Apriamo pagina 131 e leggiamo: «Idee, sentimenti, emozioni, credenze sono contagiosi quanto le malattie. Spesso, come nel caso di una malattia contagiosa, i problemi emergeranno nel tempo.
Questa tecnica non impedisce o reprime dichiaratamente. La sua particolare efficacia deriva dall’agire non per mezzo di aperti divieti, compulsioni ed esclusioni, ma inducendo comportamenti adeguati agli scopi che ci si prefigge. Scopi che coincidono con il profitto del persuasore: s’ispira l’opinione pubblica con parole o atti involontari, dominando la sua volontà e portandola ad agire in un certo senso senza fornire alcuna prova o base logica per la sua accettazione. Il persuasore raramente discute, ma si limita a fare affermazioni a favore della sua tesi, facendo appello, per questo, alle emozioni. È il cortocircuito dell’analisi razionale: i discorsi di Goebbels e Hitler mancavano di una logica rigorosa e presentavano assertivamente una realtà distorta.
La tecnica del regime neoliberale fa altrettanto: guida con modi più affermativi che negativi, più deduttivi che repressivi, schermandosi dietro intenti civici e morali anche quando si tratta di seminare la paura e il panico interiore. Invece di rendere docili gli uomini, cerca di renderli dipendenti.

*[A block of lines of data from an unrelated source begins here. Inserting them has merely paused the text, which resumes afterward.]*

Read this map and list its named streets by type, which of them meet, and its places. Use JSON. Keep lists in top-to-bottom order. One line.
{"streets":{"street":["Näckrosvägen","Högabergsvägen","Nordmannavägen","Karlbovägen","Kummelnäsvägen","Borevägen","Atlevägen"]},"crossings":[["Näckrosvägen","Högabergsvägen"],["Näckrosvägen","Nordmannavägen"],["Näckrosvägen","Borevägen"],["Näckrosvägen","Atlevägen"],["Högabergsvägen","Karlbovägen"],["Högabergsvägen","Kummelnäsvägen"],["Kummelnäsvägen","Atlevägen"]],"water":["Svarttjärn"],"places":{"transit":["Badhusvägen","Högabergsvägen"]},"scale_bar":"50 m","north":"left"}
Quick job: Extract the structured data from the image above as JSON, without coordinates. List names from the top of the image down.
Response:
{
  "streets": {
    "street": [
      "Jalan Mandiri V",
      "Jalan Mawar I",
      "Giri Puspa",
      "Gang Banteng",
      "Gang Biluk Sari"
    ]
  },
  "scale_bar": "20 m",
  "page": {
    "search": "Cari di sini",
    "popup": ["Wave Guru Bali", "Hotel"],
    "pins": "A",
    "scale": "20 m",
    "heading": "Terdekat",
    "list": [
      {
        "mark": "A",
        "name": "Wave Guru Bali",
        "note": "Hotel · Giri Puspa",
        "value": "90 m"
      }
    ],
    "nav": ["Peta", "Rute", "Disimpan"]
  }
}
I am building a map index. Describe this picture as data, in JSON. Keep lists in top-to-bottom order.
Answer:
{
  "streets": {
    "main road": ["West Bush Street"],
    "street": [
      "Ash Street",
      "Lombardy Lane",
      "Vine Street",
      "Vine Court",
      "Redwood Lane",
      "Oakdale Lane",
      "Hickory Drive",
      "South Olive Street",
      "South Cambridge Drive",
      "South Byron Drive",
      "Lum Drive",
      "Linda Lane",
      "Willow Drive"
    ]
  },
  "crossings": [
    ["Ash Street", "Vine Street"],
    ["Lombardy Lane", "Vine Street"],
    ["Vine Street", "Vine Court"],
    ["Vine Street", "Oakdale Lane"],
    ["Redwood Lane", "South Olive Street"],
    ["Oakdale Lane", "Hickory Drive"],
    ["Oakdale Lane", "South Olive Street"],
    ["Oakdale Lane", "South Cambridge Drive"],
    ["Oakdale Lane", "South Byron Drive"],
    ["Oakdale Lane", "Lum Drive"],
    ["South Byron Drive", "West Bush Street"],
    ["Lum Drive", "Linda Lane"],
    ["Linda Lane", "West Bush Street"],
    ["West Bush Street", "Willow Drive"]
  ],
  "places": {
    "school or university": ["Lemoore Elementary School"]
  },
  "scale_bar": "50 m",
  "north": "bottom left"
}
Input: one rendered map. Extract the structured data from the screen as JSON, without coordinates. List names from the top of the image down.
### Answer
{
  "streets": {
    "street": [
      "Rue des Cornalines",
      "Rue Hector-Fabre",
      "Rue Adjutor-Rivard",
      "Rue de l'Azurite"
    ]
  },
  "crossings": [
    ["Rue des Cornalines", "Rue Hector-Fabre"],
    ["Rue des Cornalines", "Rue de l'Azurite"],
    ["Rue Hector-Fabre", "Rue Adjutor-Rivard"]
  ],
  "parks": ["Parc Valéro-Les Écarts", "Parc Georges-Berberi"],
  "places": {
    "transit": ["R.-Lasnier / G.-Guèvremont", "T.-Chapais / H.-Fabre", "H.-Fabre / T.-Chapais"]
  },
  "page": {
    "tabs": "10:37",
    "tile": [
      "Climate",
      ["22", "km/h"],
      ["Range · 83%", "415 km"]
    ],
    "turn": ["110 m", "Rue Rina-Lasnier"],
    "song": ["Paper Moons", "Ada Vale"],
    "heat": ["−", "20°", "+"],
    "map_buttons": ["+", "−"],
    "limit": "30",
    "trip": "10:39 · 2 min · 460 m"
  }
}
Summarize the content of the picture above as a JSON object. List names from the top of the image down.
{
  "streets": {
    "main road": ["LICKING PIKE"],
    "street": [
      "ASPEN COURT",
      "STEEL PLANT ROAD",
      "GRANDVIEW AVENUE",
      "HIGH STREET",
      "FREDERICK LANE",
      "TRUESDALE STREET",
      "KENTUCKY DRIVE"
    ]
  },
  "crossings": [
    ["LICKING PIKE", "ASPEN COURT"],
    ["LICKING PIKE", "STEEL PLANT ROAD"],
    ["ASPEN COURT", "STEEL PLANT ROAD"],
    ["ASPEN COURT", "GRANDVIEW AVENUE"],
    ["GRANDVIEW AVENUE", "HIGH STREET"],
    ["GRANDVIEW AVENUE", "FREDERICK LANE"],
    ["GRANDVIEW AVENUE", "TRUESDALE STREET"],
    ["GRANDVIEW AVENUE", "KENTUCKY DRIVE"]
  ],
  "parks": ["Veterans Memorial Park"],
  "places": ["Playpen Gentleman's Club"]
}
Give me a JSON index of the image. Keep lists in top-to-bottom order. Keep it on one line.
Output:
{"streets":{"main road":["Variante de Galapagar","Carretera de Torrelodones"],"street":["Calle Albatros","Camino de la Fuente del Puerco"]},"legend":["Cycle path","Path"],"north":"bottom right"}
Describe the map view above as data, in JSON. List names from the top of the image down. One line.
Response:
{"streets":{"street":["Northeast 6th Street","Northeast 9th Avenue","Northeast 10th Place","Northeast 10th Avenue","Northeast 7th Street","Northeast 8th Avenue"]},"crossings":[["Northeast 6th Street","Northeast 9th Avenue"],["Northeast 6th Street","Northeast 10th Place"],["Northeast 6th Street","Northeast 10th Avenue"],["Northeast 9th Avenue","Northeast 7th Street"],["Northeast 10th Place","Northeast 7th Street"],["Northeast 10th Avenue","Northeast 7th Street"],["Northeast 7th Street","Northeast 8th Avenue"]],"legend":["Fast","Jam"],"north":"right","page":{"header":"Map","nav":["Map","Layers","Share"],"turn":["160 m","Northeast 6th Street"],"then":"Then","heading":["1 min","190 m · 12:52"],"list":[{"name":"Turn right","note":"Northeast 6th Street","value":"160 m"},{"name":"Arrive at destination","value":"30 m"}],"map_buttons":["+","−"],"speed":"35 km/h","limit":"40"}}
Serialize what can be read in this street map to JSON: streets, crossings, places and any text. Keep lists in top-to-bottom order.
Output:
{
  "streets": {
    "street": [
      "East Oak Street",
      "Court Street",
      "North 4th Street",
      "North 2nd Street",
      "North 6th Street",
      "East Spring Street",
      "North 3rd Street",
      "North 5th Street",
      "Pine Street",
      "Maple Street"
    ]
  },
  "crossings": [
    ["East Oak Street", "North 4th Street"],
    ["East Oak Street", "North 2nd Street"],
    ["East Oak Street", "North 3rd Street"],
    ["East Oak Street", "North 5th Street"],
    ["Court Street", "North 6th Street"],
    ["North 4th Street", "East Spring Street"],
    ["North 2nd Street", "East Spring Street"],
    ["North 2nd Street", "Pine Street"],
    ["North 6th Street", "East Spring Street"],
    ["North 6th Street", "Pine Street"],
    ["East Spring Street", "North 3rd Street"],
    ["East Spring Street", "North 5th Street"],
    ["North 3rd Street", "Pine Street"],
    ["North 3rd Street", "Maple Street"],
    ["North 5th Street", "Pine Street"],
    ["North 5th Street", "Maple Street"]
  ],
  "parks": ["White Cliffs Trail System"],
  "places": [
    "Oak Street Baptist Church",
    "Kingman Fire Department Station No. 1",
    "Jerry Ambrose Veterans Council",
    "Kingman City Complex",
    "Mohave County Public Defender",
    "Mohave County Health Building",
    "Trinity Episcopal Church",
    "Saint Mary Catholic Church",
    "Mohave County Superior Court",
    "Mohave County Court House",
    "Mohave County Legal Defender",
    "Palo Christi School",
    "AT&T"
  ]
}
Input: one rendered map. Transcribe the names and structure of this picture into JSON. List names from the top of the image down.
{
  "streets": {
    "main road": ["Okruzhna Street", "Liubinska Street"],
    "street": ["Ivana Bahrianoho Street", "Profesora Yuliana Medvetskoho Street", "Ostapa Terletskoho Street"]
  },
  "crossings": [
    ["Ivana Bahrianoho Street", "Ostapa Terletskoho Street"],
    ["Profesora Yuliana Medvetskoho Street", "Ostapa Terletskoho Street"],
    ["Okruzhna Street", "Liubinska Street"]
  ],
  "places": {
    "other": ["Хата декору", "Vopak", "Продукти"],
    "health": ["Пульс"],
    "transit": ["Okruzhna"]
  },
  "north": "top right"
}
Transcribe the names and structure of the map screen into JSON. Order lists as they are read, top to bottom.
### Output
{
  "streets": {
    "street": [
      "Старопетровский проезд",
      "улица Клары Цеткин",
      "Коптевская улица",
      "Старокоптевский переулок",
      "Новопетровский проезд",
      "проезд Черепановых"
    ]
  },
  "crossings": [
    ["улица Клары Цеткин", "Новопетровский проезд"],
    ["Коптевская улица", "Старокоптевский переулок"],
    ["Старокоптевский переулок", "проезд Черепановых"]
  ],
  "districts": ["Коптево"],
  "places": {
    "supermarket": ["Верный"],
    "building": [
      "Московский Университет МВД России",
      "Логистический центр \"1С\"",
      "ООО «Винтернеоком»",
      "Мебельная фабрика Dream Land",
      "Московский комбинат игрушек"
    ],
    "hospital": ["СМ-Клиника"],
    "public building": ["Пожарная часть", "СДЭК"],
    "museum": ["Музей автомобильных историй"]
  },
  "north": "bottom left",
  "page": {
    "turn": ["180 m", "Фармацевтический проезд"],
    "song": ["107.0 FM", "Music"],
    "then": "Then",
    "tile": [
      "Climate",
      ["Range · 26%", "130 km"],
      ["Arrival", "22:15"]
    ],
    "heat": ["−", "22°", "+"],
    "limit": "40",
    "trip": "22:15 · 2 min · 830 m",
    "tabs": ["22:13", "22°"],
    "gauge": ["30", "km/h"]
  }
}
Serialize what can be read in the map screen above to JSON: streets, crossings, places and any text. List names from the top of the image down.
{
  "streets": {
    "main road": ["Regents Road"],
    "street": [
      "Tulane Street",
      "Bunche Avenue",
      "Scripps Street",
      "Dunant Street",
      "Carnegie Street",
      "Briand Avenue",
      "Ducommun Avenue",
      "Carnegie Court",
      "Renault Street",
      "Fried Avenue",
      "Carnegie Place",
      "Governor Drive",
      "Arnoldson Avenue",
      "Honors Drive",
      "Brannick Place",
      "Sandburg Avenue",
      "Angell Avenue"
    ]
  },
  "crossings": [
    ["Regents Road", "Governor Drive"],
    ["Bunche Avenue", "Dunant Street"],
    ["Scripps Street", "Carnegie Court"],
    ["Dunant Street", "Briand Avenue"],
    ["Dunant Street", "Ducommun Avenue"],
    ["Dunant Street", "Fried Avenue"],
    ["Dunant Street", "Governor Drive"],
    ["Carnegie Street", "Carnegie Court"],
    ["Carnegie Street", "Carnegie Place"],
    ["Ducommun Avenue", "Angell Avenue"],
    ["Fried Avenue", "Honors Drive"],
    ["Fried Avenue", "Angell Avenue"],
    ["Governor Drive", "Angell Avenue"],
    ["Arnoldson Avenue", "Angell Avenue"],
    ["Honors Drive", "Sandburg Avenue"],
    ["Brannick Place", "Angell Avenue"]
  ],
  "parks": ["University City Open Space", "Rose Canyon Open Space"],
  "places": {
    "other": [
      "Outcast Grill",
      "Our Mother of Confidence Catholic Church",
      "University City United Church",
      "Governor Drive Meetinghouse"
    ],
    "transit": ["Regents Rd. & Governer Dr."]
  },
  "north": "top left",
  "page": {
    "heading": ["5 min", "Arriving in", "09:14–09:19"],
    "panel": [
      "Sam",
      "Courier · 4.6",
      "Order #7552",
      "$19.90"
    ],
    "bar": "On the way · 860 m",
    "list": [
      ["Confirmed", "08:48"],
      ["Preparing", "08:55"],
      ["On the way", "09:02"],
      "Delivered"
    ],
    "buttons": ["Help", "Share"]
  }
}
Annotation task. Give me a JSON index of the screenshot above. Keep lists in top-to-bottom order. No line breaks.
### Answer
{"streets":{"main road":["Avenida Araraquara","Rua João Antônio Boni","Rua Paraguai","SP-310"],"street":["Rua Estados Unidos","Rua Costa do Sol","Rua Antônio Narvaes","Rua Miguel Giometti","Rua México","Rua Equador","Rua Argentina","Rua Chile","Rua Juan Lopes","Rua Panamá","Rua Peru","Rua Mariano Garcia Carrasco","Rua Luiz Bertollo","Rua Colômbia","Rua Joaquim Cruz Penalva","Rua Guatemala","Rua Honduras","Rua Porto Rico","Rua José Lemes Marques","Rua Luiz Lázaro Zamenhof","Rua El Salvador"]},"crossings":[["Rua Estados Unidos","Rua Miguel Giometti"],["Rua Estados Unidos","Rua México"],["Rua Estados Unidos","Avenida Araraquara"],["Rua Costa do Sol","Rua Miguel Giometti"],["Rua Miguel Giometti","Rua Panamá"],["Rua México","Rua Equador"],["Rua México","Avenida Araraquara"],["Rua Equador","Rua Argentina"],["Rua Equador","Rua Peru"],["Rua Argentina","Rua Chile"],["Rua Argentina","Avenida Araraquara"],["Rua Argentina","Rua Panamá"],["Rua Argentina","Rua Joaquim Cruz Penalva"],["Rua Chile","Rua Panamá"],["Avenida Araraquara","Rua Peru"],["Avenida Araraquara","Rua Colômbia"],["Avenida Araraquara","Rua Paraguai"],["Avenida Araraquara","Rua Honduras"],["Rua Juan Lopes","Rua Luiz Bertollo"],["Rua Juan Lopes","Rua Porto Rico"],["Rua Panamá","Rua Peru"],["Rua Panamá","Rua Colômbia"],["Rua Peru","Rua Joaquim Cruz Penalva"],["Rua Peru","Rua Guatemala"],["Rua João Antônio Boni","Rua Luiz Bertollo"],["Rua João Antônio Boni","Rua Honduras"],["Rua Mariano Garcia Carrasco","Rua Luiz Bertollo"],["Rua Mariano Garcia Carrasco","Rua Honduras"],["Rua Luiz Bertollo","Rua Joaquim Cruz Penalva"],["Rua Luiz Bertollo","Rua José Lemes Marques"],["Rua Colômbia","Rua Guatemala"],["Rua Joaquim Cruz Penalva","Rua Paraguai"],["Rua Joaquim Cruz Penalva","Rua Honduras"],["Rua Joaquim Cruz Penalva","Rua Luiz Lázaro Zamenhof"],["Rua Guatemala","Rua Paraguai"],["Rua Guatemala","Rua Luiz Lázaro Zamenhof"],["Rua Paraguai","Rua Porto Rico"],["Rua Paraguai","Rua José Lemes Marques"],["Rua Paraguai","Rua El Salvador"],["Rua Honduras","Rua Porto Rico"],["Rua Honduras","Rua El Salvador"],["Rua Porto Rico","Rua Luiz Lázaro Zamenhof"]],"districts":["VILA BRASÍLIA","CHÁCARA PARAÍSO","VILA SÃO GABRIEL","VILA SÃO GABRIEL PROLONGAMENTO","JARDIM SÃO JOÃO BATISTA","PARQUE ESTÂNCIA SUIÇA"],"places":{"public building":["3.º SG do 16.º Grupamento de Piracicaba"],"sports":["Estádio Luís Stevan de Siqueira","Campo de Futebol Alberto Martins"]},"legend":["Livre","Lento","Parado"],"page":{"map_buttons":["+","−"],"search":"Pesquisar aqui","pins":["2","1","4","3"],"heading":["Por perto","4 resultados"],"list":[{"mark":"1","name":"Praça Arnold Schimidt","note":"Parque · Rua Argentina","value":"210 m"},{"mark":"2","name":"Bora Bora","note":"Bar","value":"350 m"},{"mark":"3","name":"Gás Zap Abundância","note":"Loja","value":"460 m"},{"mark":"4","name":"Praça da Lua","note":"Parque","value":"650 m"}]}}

La crisi della libertà nella società contemporanea consiste nel doversi confrontare con una tecnica di potere che non reprime o nega la libertà, ma la sfrutta. La libera scelta viene annullata in favore di una libera selezione tra le offerte: la pseudosemplicità è una variante occulta della brutalità diretta. Il confronto dialettico muore. Ma sembra vivo».
Ciascuno di voi tragga le proprie considerazioni in rapporto all’attualità.

◼︎ tratto da: Gianluca Magi, Goebbels. 11 tattiche di manipolazione oscura, prefazione J.-P. Fitoussi, Piano B, 2021, pp. 131-32.